## WHAT TO DO
Show every line of the data that includes the word "flex".

Stored items
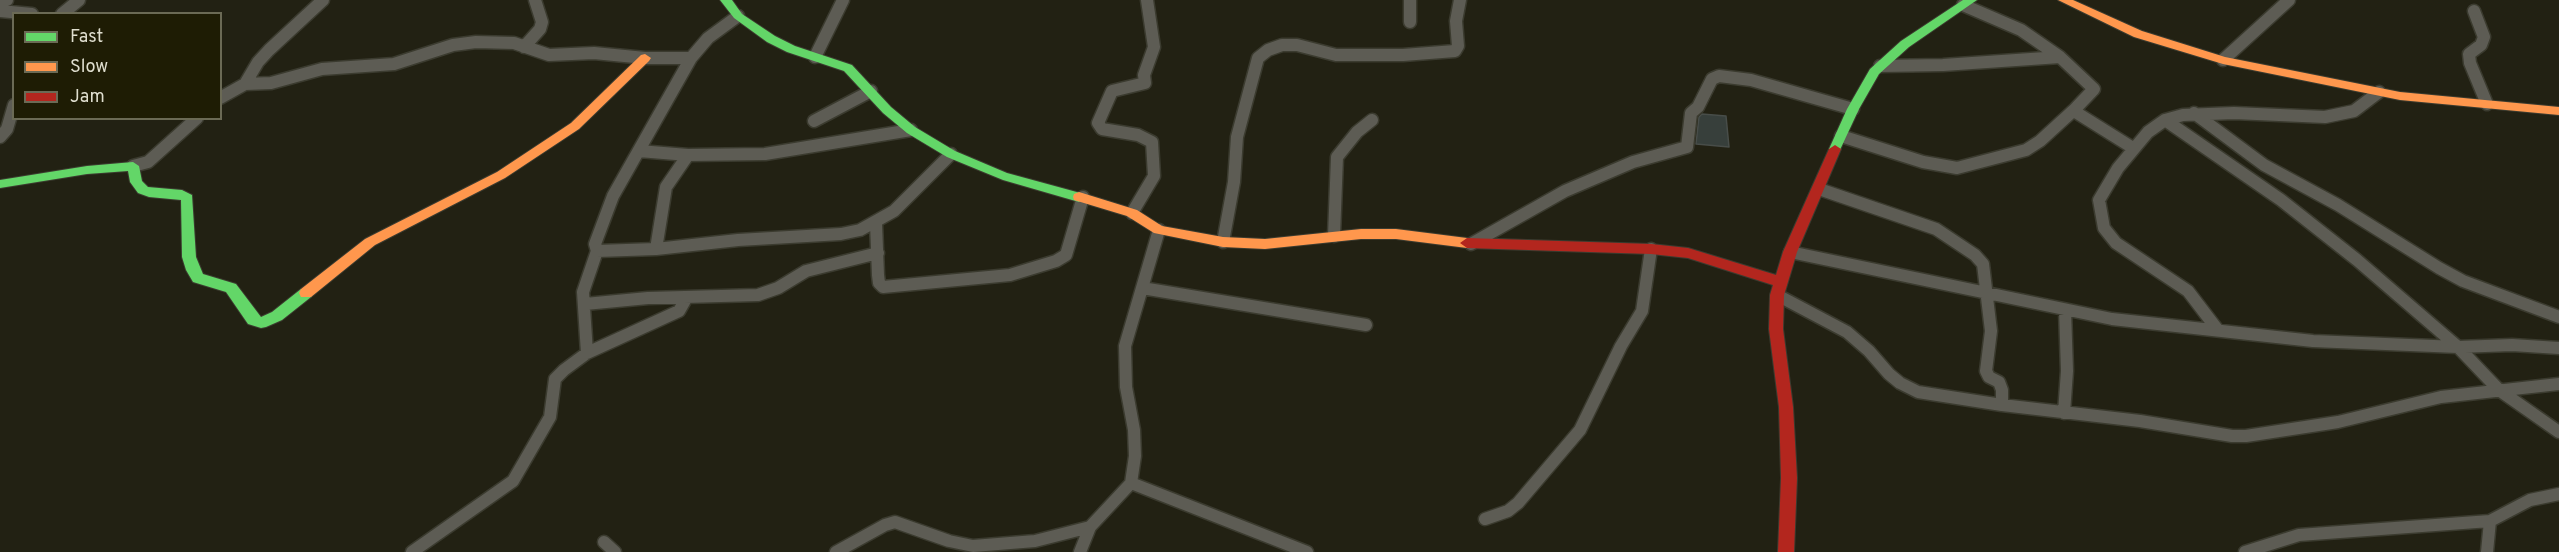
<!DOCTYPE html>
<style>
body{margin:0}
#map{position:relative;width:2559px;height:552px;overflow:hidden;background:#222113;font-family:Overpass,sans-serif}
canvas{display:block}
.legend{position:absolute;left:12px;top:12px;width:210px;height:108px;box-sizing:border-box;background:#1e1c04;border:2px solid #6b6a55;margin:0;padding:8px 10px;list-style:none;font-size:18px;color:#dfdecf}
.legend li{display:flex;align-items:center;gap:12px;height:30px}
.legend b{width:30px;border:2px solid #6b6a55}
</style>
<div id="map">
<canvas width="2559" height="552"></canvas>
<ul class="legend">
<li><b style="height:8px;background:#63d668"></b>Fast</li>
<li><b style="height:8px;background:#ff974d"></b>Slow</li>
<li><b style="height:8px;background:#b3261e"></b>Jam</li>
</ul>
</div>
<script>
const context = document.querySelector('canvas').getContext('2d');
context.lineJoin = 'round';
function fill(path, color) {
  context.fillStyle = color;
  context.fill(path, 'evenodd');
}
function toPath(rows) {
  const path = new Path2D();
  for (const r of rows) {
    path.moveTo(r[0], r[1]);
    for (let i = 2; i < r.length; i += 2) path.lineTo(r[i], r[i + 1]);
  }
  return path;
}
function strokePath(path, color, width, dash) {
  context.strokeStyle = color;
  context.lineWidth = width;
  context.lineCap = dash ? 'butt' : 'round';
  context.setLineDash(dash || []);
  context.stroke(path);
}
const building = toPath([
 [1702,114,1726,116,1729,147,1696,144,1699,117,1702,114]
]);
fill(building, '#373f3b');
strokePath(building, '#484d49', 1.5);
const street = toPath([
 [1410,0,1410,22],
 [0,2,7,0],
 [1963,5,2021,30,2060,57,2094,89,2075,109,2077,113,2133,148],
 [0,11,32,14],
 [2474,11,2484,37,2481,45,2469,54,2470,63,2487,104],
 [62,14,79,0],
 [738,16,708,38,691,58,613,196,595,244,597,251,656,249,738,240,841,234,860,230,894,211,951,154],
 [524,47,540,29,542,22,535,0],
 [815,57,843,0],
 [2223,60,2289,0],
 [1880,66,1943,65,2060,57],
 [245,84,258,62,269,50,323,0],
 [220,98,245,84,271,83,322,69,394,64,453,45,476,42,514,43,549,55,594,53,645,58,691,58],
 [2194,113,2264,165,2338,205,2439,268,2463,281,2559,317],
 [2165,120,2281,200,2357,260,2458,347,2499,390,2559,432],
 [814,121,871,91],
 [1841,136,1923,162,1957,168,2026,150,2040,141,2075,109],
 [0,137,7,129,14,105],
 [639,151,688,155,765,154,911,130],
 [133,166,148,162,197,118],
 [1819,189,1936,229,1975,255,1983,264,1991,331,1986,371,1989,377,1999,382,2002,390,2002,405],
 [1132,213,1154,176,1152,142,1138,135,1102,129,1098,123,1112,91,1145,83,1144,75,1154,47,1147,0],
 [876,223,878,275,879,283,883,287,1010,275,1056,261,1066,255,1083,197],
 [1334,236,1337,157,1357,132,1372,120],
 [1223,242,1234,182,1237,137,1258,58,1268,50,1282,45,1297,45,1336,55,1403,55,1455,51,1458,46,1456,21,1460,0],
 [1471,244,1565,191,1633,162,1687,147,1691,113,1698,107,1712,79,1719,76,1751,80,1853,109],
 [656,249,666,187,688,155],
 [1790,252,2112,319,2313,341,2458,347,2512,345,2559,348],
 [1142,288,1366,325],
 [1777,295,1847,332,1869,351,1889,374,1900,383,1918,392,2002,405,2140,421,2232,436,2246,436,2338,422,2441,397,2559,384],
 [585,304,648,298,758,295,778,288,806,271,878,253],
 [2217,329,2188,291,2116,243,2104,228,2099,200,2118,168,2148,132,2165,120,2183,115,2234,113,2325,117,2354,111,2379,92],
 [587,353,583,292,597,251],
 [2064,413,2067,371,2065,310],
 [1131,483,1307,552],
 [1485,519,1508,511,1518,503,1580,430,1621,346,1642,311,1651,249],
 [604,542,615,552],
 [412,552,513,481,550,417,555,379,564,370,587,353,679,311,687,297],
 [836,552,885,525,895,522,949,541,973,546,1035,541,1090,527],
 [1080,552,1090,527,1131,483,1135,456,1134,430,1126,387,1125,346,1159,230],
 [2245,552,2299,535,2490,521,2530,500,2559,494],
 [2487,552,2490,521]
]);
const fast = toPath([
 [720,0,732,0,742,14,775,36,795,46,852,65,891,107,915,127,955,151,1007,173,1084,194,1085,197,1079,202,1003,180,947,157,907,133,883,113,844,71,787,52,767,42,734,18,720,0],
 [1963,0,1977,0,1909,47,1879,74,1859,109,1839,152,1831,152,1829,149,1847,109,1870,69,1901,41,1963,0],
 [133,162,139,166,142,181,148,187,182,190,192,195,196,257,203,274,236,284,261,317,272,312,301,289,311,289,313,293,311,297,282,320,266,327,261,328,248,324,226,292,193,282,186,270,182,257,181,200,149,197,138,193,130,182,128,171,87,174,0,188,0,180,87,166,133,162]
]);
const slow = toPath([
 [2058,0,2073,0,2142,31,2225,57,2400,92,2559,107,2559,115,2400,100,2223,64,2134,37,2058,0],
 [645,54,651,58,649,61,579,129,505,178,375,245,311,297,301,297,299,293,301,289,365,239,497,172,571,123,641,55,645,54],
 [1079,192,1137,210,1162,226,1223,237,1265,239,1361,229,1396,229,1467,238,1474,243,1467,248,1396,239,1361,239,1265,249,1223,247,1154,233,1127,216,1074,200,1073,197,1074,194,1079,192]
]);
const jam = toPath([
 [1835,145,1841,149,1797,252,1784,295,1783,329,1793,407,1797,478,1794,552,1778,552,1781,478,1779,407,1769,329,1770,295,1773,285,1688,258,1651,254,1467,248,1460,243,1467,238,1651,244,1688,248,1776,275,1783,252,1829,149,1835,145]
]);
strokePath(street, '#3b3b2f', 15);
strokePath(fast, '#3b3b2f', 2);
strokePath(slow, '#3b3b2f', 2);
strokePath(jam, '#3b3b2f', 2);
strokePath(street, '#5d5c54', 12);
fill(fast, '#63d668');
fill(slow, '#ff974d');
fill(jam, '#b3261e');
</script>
==
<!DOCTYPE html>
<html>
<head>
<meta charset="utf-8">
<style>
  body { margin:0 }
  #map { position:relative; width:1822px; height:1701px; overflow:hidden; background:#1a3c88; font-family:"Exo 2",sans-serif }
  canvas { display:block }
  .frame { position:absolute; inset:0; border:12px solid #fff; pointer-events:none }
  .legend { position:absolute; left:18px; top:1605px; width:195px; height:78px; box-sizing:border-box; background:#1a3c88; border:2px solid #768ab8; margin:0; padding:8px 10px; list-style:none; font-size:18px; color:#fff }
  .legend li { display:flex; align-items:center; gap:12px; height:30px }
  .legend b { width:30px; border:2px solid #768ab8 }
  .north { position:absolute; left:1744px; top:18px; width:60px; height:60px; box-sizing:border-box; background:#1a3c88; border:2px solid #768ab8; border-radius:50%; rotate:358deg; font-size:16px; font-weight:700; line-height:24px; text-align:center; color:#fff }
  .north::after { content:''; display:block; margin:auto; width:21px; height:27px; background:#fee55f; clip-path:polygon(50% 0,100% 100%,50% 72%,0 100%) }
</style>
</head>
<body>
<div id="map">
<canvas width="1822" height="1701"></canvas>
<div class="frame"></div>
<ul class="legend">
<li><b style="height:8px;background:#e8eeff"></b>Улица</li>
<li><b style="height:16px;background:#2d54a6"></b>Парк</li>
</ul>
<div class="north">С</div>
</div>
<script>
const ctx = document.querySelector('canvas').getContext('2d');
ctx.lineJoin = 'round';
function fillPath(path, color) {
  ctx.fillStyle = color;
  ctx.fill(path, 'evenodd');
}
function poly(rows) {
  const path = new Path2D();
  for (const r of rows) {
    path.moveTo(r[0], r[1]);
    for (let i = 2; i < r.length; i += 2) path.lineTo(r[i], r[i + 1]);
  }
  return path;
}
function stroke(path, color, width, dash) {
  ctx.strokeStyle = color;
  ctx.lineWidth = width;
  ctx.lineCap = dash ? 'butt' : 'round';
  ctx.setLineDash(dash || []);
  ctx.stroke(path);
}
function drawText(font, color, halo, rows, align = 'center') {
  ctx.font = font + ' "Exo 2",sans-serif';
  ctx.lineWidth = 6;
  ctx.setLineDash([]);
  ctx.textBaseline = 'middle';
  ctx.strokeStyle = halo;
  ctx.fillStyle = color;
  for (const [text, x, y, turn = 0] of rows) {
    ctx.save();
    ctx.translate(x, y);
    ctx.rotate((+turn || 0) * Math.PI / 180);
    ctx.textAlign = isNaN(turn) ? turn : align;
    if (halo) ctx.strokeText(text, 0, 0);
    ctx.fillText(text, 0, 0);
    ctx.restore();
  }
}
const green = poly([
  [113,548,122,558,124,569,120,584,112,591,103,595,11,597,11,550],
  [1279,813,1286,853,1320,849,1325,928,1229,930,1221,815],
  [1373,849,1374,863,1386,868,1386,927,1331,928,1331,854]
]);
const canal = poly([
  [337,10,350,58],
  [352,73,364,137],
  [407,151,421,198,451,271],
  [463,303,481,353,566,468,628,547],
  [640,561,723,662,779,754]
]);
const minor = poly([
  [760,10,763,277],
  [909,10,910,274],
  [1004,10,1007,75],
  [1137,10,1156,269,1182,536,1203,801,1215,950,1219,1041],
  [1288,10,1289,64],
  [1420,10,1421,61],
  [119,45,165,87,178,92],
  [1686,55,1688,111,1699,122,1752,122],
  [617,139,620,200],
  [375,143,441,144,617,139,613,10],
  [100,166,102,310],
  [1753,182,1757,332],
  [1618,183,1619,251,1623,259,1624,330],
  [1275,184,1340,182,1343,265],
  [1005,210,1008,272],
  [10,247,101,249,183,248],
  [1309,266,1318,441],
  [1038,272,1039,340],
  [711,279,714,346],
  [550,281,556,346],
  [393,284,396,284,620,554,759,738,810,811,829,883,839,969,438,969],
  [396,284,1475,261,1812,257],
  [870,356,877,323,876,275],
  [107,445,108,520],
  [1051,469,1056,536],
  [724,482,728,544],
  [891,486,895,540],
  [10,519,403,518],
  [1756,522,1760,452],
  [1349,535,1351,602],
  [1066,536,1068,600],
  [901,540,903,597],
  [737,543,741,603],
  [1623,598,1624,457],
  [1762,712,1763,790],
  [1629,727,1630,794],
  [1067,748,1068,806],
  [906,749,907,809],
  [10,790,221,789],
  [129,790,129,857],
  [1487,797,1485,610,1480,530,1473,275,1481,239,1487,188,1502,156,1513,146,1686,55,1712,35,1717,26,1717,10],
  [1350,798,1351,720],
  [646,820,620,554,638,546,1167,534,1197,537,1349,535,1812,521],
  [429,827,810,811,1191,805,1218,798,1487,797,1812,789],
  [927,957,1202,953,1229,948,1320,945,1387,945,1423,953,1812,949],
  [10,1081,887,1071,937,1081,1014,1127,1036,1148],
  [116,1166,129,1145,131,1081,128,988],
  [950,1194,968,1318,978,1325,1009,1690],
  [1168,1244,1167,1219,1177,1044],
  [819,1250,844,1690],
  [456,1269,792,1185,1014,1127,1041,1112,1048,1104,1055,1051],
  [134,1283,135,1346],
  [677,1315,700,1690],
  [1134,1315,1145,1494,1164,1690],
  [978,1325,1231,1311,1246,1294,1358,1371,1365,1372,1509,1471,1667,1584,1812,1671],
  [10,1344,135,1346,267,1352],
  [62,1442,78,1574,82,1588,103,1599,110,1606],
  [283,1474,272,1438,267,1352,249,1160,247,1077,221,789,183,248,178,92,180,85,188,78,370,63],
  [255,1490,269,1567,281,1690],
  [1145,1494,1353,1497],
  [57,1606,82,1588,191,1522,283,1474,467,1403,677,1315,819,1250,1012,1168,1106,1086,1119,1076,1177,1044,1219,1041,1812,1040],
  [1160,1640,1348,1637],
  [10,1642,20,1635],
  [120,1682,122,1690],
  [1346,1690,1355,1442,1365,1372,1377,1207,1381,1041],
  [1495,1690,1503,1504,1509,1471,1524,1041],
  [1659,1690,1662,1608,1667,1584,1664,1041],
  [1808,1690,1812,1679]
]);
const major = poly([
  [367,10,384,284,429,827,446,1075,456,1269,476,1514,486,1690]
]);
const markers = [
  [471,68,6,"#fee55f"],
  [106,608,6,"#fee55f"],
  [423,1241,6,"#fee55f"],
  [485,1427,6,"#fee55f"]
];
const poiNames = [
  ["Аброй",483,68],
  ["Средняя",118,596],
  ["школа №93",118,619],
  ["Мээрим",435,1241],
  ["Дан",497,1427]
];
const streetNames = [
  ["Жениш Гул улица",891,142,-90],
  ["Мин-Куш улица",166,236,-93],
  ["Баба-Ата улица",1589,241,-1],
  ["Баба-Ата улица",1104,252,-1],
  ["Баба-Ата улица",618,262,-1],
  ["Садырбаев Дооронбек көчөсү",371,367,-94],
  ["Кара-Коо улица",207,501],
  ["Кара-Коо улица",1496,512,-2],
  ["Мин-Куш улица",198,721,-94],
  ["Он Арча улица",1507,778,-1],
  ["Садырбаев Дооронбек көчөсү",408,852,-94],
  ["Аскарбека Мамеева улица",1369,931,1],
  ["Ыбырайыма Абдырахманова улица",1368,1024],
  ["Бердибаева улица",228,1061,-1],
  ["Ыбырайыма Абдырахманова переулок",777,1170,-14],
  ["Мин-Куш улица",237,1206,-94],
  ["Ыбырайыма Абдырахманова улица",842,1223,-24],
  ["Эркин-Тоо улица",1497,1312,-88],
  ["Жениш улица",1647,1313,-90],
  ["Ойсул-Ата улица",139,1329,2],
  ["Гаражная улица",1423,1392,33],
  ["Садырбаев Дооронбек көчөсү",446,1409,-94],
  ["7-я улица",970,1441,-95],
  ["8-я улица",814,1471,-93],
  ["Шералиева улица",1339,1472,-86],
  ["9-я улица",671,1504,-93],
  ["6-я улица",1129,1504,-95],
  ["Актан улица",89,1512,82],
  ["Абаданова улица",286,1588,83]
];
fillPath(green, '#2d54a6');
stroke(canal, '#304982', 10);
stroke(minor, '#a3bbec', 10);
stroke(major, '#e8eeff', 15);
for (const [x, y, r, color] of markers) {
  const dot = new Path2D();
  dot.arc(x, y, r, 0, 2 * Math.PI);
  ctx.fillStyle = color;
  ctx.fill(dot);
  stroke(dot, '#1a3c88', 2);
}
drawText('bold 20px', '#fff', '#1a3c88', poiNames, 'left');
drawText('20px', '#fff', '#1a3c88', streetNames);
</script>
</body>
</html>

## RESULT OF THIS TASK
.legend li{display:flex;align-items:center;gap:12px;height:30px}
  .legend li { display:flex; align-items:center; gap:12px; height:30px }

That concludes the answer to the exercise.